START Data

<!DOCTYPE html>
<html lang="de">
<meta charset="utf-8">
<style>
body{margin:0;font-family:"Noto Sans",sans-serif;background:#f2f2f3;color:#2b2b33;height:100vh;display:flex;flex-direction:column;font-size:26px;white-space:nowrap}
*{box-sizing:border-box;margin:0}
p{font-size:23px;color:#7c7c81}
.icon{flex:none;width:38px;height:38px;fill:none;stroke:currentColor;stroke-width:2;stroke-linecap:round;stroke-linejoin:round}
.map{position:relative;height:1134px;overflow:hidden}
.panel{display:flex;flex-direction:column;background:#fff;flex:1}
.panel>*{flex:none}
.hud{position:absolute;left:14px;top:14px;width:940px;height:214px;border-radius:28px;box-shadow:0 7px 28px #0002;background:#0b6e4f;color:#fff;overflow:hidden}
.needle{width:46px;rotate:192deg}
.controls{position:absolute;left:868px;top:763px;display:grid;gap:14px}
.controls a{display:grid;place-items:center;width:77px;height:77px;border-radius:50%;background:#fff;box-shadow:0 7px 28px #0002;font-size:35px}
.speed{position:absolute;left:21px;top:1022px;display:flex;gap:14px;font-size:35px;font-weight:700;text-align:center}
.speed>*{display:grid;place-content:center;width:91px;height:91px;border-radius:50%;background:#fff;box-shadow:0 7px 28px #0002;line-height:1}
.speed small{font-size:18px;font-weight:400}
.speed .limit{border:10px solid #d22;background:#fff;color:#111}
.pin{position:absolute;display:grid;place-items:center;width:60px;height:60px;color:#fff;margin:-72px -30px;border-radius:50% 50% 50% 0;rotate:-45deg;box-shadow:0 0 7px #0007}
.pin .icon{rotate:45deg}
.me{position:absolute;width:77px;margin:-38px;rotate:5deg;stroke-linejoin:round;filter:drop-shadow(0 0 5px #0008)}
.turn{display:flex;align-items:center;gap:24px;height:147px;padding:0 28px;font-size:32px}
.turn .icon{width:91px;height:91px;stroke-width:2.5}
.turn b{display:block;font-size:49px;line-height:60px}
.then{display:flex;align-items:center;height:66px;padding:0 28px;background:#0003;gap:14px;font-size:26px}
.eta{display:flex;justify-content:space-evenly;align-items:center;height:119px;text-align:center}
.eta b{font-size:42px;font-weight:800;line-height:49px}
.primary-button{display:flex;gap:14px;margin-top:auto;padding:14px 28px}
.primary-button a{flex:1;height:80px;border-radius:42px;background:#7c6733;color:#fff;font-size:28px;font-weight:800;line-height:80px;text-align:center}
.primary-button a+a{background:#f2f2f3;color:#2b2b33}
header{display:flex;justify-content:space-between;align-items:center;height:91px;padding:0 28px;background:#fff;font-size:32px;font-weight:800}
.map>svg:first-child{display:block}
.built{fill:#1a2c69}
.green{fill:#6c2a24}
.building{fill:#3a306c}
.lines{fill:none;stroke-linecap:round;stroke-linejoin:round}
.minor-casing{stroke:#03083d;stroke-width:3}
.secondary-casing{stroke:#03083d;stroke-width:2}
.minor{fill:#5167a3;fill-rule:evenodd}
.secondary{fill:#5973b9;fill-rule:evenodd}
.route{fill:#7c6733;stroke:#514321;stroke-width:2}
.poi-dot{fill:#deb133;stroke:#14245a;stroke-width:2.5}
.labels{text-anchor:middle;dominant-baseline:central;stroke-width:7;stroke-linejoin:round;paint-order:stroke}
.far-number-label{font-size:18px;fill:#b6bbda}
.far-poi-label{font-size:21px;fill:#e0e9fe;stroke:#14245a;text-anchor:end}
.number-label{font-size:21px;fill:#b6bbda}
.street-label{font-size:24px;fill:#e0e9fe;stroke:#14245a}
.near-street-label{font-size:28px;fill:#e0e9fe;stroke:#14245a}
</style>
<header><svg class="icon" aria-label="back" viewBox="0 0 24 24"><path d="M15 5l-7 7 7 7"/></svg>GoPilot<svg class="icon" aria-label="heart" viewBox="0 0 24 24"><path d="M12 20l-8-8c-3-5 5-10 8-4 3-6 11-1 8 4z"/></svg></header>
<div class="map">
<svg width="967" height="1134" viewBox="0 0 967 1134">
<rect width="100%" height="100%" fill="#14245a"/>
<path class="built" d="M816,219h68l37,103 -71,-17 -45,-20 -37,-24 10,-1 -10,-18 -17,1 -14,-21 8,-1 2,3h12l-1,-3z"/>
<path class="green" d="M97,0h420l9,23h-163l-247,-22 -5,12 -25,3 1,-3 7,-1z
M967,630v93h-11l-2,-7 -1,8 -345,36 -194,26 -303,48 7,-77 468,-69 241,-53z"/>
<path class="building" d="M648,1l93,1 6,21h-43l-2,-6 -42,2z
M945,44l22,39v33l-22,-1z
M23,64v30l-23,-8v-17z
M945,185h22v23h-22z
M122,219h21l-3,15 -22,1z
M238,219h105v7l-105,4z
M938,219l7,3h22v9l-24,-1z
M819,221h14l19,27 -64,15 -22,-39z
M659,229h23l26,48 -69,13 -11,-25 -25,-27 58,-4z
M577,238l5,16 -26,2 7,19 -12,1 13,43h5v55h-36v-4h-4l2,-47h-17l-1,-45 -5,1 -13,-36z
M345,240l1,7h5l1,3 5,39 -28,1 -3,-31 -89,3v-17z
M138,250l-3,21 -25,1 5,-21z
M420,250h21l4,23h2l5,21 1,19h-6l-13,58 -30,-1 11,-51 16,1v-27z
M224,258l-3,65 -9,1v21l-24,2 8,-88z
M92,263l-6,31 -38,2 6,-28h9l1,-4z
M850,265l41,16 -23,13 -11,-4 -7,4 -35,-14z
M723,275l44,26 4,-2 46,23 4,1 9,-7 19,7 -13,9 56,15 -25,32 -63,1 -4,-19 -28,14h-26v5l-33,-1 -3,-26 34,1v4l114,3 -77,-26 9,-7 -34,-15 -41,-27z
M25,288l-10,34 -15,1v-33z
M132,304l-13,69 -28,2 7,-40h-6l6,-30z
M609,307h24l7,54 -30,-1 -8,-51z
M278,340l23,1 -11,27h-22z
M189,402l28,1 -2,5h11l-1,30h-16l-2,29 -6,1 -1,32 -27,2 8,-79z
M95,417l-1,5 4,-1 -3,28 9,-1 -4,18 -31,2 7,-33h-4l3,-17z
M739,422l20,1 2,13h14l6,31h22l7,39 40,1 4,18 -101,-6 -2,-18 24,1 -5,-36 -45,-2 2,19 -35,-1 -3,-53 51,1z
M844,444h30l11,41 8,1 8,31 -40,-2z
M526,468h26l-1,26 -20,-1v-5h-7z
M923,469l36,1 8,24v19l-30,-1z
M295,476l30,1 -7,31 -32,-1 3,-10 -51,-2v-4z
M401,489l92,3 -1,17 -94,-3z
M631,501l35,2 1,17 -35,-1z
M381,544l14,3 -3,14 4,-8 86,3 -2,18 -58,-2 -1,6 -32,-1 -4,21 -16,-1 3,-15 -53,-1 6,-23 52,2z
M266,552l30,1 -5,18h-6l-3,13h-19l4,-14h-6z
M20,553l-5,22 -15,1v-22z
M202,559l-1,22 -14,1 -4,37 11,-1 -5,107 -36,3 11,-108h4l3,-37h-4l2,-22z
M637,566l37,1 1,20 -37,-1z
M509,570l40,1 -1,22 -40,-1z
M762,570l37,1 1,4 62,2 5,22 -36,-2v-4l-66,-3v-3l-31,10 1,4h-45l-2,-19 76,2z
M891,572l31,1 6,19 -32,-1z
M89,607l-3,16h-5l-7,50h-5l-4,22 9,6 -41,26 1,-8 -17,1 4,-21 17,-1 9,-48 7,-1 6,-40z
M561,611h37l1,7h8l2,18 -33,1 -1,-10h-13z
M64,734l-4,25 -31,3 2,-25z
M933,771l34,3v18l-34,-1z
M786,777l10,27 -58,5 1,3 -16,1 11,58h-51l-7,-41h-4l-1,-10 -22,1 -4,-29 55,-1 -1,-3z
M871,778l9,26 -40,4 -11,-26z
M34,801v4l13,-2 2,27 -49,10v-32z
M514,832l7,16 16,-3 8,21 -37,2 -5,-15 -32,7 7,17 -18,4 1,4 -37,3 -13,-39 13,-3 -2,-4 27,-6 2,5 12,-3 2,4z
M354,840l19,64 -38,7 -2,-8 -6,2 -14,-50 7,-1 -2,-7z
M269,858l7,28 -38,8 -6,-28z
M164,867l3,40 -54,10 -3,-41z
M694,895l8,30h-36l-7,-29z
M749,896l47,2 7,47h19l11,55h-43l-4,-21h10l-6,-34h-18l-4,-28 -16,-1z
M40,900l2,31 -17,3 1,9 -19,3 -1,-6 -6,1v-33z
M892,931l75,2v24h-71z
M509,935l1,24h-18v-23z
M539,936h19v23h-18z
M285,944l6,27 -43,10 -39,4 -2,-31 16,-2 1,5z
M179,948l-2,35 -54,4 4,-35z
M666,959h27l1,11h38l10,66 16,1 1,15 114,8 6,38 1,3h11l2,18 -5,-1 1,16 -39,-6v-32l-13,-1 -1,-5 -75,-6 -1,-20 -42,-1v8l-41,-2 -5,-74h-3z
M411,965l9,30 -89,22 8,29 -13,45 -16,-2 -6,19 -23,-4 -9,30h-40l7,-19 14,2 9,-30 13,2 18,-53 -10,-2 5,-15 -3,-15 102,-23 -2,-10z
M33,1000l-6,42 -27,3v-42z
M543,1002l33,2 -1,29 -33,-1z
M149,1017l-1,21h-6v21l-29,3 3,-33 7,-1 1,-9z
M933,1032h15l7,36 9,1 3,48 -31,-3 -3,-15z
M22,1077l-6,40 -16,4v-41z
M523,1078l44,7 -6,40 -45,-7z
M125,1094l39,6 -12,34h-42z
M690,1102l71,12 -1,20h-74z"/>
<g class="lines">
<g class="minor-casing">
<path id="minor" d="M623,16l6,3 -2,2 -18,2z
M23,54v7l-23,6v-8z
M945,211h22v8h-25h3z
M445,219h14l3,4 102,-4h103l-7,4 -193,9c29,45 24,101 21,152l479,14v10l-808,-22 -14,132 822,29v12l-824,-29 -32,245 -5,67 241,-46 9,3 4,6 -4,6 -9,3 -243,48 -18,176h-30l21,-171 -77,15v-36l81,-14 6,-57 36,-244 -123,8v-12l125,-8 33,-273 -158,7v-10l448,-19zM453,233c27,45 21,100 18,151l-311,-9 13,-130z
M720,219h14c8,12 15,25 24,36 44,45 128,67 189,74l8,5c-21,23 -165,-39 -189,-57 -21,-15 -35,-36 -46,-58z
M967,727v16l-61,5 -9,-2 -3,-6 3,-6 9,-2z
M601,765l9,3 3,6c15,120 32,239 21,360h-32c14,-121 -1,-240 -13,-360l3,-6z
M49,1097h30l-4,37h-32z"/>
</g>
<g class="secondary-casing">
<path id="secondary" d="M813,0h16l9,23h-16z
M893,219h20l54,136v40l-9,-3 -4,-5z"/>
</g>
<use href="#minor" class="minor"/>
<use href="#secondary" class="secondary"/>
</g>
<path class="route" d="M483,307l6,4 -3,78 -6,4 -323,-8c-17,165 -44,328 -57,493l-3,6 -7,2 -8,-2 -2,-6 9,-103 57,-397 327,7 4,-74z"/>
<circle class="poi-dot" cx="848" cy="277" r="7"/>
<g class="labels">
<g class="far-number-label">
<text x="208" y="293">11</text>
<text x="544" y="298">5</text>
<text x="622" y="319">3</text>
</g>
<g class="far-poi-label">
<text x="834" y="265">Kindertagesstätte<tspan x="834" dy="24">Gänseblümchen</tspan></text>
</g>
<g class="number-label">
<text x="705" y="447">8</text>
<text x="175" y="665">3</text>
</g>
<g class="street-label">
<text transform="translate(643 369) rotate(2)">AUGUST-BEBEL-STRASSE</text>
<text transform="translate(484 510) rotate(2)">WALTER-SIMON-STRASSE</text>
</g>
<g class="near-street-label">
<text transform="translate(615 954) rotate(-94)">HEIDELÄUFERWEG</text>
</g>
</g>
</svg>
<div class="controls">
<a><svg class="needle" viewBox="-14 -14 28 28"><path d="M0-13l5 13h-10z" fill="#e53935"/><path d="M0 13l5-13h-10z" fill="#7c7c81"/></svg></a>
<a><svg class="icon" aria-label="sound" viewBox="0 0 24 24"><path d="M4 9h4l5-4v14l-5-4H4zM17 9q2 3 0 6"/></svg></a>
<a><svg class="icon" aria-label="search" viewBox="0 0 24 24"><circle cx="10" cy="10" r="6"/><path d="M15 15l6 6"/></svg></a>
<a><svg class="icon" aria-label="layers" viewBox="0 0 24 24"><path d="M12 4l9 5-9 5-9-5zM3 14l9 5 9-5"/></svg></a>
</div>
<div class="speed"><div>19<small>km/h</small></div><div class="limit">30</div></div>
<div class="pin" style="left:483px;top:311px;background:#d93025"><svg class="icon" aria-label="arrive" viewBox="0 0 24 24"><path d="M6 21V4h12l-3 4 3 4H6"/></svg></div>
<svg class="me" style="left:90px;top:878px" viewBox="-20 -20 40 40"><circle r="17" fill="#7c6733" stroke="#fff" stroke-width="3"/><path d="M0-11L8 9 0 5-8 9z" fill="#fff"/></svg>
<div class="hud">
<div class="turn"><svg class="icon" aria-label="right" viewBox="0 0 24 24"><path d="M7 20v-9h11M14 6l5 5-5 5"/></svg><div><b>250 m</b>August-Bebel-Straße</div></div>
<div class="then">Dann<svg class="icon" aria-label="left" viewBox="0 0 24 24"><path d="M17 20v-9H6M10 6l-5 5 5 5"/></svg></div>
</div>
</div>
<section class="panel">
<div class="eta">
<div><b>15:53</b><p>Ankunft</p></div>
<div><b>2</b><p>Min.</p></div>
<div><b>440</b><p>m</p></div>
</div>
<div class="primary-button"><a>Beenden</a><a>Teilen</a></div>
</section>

END Data

• **Brief**
Return exactly, and only, the lines above starting at the line that contains "M723,275l44,26 4,-2 46,23" and ending at the line that contains "M509,570l40,1 -1,22 -40,-1z".

• **Response to the exercise**
M723,275l44,26 4,-2 46,23 4,1 9,-7 19,7 -13,9 56,15 -25,32 -63,1 -4,-19 -28,14h-26v5l-33,-1 -3,-26 34,1v4l114,3 -77,-26 9,-7 -34,-15 -41,-27z
M25,288l-10,34 -15,1v-33z
M132,304l-13,69 -28,2 7,-40h-6l6,-30z
M609,307h24l7,54 -30,-1 -8,-51z
M278,340l23,1 -11,27h-22z
M189,402l28,1 -2,5h11l-1,30h-16l-2,29 -6,1 -1,32 -27,2 8,-79z
M95,417l-1,5 4,-1 -3,28 9,-1 -4,18 -31,2 7,-33h-4l3,-17z
M739,422l20,1 2,13h14l6,31h22l7,39 40,1 4,18 -101,-6 -2,-18 24,1 -5,-36 -45,-2 2,19 -35,-1 -3,-53 51,1z
M844,444h30l11,41 8,1 8,31 -40,-2z
M526,468h26l-1,26 -20,-1v-5h-7z
M923,469l36,1 8,24v19l-30,-1z
M295,476l30,1 -7,31 -32,-1 3,-10 -51,-2v-4z
M401,489l92,3 -1,17 -94,-3z
M631,501l35,2 1,17 -35,-1z
M381,544l14,3 -3,14 4,-8 86,3 -2,18 -58,-2 -1,6 -32,-1 -4,21 -16,-1 3,-15 -53,-1 6,-23 52,2z
M266,552l30,1 -5,18h-6l-3,13h-19l4,-14h-6z
M20,553l-5,22 -15,1v-22z
M202,559l-1,22 -14,1 -4,37 11,-1 -5,107 -36,3 11,-108h4l3,-37h-4l2,-22z
M637,566l37,1 1,20 -37,-1z
M509,570l40,1 -1,22 -40,-1z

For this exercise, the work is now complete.